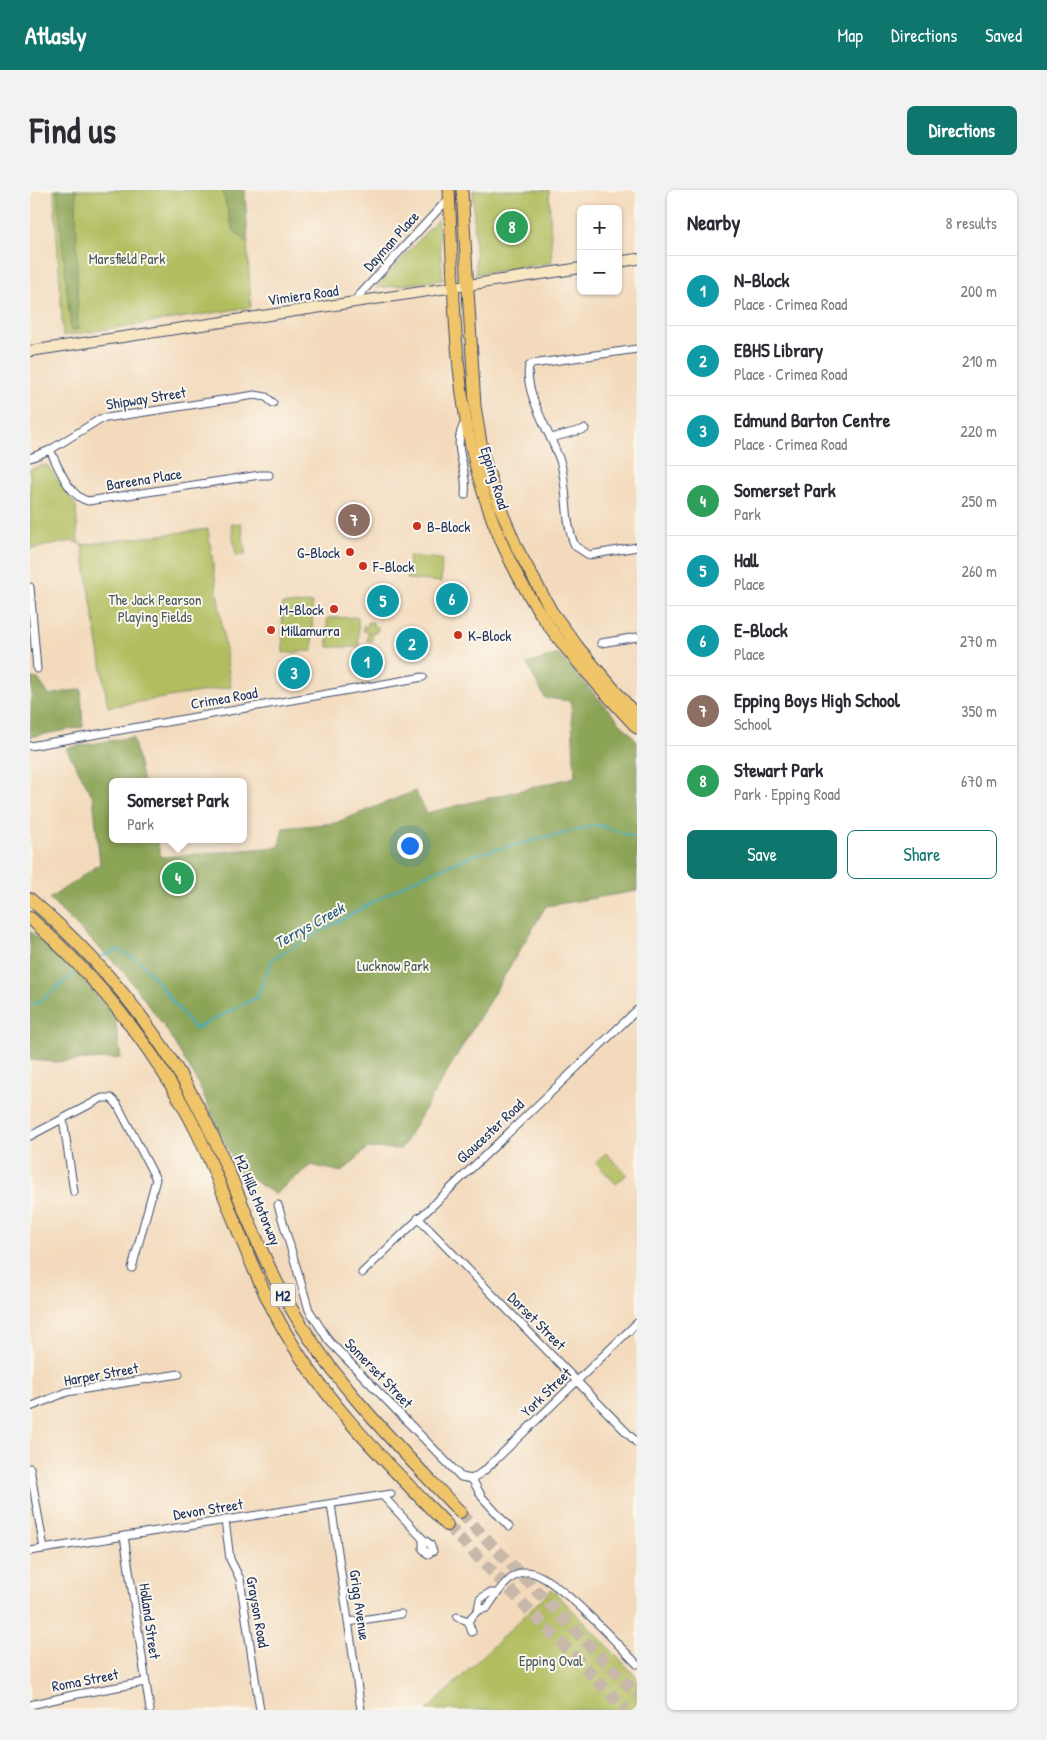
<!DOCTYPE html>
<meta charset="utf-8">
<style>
:root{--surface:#fff;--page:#f2f2f3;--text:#2b2b33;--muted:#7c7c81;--line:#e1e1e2;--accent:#0f766e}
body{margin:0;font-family:"Patrick Hand",sans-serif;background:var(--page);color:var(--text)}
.controls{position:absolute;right:15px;top:15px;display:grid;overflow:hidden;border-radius:8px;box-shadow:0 1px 4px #0004}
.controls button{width:45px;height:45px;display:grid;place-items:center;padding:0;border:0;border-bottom:1px solid var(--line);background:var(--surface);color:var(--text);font:25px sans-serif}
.you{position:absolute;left:379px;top:655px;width:18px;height:18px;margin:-12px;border:4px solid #fff;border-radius:50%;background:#1a73e8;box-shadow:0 0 0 8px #1a73e833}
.badge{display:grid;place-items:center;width:32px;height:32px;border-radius:50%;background:var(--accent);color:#fff;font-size:16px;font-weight:700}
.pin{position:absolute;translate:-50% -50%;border:2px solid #fff;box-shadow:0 1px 5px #0006}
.popup{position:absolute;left:79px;top:588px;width:138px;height:65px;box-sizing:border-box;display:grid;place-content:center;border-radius:8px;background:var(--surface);filter:drop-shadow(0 1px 4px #0005);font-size:16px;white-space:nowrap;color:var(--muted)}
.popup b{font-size:19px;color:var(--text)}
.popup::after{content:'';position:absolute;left:50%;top:100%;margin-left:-10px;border:10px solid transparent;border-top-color:var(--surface)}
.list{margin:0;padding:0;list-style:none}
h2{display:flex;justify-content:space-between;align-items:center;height:65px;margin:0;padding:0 20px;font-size:21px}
h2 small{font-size:16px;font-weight:400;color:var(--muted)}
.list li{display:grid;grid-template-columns:32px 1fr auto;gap:15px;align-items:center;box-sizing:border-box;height:70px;padding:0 20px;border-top:1px solid var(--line)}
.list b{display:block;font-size:19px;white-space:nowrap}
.list p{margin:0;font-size:16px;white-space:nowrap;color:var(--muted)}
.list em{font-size:16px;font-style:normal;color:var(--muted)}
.actions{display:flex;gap:10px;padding:15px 20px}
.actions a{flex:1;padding:11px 0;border:1px solid var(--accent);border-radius:8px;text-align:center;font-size:18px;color:var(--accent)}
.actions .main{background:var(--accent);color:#fff}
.map{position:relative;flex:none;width:607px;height:1520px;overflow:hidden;border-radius:8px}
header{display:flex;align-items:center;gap:30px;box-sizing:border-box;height:70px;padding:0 25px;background:var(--accent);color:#fff}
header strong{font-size:24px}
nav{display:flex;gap:28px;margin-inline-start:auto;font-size:18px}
.intro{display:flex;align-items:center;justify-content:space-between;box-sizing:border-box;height:120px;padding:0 30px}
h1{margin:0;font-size:35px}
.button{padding:12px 22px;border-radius:8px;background:var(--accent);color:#fff;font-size:18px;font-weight:700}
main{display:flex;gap:30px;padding:0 30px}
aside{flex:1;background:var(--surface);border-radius:8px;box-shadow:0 1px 4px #0004}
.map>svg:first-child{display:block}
</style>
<header>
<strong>Atlasly</strong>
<nav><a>Map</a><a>Directions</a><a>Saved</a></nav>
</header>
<div class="intro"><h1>Find us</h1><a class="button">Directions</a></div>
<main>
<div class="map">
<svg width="607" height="1520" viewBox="0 0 607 1520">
<rect width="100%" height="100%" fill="#fbf7ec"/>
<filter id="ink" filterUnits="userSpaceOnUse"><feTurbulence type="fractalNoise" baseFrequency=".02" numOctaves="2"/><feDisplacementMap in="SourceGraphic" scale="10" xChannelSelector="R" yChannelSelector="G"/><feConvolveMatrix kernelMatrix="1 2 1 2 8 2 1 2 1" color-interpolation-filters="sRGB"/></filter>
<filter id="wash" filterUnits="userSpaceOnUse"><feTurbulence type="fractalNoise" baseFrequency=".0096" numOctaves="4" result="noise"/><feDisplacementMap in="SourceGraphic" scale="20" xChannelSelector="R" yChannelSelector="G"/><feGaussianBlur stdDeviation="1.12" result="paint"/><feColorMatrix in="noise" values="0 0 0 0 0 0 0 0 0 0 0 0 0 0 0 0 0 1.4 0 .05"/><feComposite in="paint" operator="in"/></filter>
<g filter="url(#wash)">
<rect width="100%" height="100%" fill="#f3dabc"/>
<g fill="#b1bd5f" stroke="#66765e">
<polygon points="24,0 214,0 221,117 33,146"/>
<polygon points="443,0 519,0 522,73 446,84"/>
<polygon points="408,29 413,90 346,98"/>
<polygon points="13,275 18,276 46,316 48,351 51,355 178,339 201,497 78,517 52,355 43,351 0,359 0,279"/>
<polygon points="211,333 216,365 206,366 201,334"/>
<polygon points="379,366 412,369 411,392 377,389"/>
<polygon points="282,413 283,461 253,463 252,414"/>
<polygon points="328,427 329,457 298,457 297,428"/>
<polygon points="338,432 343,432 343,436 348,437 347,442 342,442 342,451 337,451 338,441 333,441 333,436 338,436"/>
<polygon points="576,963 597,984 586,994 566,973"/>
<polygon points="522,1399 607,1487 607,1520 397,1520"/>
</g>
<g fill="#8ca456" stroke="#546a5a">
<polygon points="27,0 46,0 48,139 41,141"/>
<polygon points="192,0 215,0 218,54 203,40"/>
<polygon points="528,464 607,551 607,701 516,716 371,959 338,958 312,982 281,975 245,1004 208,981 165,887 134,836 94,782 19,709 70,674 63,607 36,558 103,547 113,592 83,592 83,649 126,649 131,667 249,657 253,638 305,633 385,601 397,623 545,587 541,511 515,508 497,474"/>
<polygon points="2,488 8,489 19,505 51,499 53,537 0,547"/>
<polygon points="0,741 51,786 85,828 91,868 24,872 0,870"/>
</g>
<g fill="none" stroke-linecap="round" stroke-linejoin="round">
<g stroke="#3cacb8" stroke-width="2">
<polyline points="68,768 89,760 112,773 165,839 227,807 243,768 381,691 447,664 568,635 607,648"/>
<polyline points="0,814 8,813 47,781"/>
</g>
</g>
</g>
<g filter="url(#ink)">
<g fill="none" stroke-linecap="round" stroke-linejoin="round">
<g stroke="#c8b8a9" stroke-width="12" stroke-dasharray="12 6" stroke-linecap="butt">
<polyline points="430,1322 607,1504"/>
<polyline points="417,1335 596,1520"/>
</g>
<defs>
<g id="street">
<polyline points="323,112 419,8"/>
<path d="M 607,159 L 502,174 L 499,176 C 493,203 523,247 531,274 C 538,300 534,332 545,356 L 559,365 L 607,357"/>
<path d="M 435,232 C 420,258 439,276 435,305"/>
<polyline points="521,248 555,239"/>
<path d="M 20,260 C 28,276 39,307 58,311 L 230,285 L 239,285"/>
<polyline points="0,268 20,260 70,229 225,205 236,207 243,213"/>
<polyline points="0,397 7,479"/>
<polyline points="571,453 607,447"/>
<polyline points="0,556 393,487"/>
<polyline points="33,929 44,1002"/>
<polyline points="0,946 72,908 81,908 87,914 126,989 102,1078"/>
<polyline points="248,1015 279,1120 299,1151 431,1287 442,1289 452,1307 479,1337"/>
<polyline points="388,1028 607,1253"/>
<polyline points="332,1083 607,820"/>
<polyline points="0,1217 37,1202 149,1184"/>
<polyline points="0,1278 14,1359"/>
<polyline points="442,1289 455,1280 607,1133"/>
<polyline points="353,1306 393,1349 400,1354 403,1361 398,1364 393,1359 393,1349"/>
<polyline points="301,1314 331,1520"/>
<polyline points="195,1330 200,1369 210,1389 230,1520"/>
<polyline points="94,1346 120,1520"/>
<polyline points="0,1361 361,1304"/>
<path d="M 466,1403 L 459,1403 L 450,1409 L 448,1420 L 457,1418 C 466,1405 478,1384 496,1382 C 521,1380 588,1455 607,1474"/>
<polyline points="427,1427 438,1431"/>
<polyline points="318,1432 371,1424"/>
<polyline points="442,1442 438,1431 448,1420"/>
<polyline points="0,1515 48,1504 115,1492"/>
</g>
<g id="secondary">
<polyline points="588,72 607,69"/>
<polyline points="0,161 551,78"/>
</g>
<g id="primary">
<path d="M 419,0 C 427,158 421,295 516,432 C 543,470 576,504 607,538"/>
<polyline points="432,0 445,216 453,265 469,315 488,360 521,420 549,458 607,526"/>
</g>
<g id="highway">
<path d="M 0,709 C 75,773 136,849 179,938 C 207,995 225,1056 257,1111 C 302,1192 367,1255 430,1322"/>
<path d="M 0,728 C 69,789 127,861 168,944 C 197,1006 217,1072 249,1131 C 292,1210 355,1271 417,1335"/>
</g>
</defs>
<use href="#street" stroke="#3b496c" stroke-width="9"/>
<use href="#secondary" stroke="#3b496c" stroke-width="12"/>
<use href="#primary" stroke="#3b496c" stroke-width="13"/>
<use href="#highway" stroke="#3b496c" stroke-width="14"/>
<use href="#street" stroke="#fff" stroke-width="7"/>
<use href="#secondary" stroke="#f9e7c3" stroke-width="10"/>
<use href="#primary" stroke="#f0c469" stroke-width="11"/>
<use href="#highway" stroke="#f0c469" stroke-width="12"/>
</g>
</g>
<g fill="#c8321e" stroke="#fbf7ec" stroke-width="2">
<circle cx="387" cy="336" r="5"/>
<circle cx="320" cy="362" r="5"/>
<circle cx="333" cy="376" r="5"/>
<circle cx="304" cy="419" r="5"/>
<circle cx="241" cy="440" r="5"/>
<circle cx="428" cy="445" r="5"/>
</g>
<g text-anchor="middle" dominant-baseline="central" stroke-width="4" stroke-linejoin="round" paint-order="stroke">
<rect fill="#fbf7ec" stroke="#5e6b89" stroke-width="1" x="240.5" y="1093.5" width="25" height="23" rx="4"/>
<g font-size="14" font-weight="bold" fill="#1b2f5e">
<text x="253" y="1105">M2</text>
</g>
<g font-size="15" fill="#1b2f5e" stroke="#fbf7ec">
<text transform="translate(361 51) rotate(-48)">Dayman Place</text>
<text transform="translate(273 105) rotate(-8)">Vimiera Road</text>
<text transform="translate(116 208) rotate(-9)">Shipway Street</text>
<text transform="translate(465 288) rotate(73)">Epping Road</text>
<text transform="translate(114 289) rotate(-9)">Bareena Place</text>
<text transform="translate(194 508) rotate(-10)">Crimea Road</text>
<text transform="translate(460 941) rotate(-43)">Gloucester Road</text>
<text transform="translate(228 1010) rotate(67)">M2 Hills Motorway</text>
<text transform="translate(507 1131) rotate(45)">Dorset Street</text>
<text transform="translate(349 1183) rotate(46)">Somerset Street</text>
<text transform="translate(71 1184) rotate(-10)">Harper Street</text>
<text transform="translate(516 1202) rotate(-44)">York Street</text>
<text transform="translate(178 1319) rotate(-9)">Devon Street</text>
<text transform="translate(330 1415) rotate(82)">Grigg Avenue</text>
<text transform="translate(228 1422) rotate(80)">Grayson Road</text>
<text transform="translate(120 1431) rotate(82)">Holland Street</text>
<text transform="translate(55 1490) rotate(-11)">Roma Street</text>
</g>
<g font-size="15" fill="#485a5e" stroke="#fbf7ec">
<text x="97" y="68">Marsfield Park</text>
<text x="125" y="409">The Jack Pearson<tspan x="125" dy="17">Playing Fields</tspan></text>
<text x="363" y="775">Lucknow Park</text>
<text x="521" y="1470">Epping Oval</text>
</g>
<g font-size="15" fill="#1b2f5e" stroke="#fbf7ec" text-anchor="start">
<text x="397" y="336">B-Block</text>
<text x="310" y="362" text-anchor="end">G-Block</text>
<text x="343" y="376">F-Block</text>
<text x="294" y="419" text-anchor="end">M-Block</text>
<text x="251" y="440">Millamurra</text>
<text x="438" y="445">K-Block</text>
</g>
<g font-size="16" font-style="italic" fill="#275b7e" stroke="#fbf7ec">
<text transform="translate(279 735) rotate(-29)">Terrys Creek</text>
</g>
</g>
</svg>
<div class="controls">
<button>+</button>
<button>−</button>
</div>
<div class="you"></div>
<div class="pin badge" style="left:337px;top:472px;background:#0f9aa8">1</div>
<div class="pin badge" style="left:382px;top:454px;background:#0f9aa8">2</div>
<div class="pin badge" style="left:264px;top:483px;background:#0f9aa8">3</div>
<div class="pin badge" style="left:148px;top:688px;background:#2e9e5b">4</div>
<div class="popup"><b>Somerset Park</b>Park</div>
<div class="pin badge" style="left:353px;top:411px;background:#0f9aa8">5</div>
<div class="pin badge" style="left:422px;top:409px;background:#0f9aa8">6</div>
<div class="pin badge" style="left:324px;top:330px;background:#8d6e63">7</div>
<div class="pin badge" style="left:482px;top:37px;background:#2e9e5b">8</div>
</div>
<aside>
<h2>Nearby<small>8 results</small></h2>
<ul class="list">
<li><span class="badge" style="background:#0f9aa8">1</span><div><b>N-Block</b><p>Place · Crimea Road</p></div><em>200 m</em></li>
<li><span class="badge" style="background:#0f9aa8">2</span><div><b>EBHS Library</b><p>Place · Crimea Road</p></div><em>210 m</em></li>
<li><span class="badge" style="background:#0f9aa8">3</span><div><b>Edmund Barton Centre</b><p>Place · Crimea Road</p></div><em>220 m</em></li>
<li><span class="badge" style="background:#2e9e5b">4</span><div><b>Somerset Park</b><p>Park</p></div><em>250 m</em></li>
<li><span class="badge" style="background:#0f9aa8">5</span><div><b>Hall</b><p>Place</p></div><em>260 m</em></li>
<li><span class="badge" style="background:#0f9aa8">6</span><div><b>E-Block</b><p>Place</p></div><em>270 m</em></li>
<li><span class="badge" style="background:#8d6e63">7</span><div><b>Epping Boys High School</b><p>School</p></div><em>350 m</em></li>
<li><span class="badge" style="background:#2e9e5b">8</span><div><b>Stewart Park</b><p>Park · Epping Road</p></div><em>670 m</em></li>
</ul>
<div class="actions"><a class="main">Save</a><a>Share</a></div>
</aside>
</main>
+ + + + +
Task instructions. Go through the data above and return each line containing the string "serif".

Solution.
body{margin:0;font-family:"Patrick Hand",sans-serif;background:var(--page);color:var(--text)}
.controls button{width:45px;height:45px;display:grid;place-items:center;padding:0;border:0;border-bottom:1px solid var(--line);background:var(--surface);color:var(--text);font:25px sans-serif}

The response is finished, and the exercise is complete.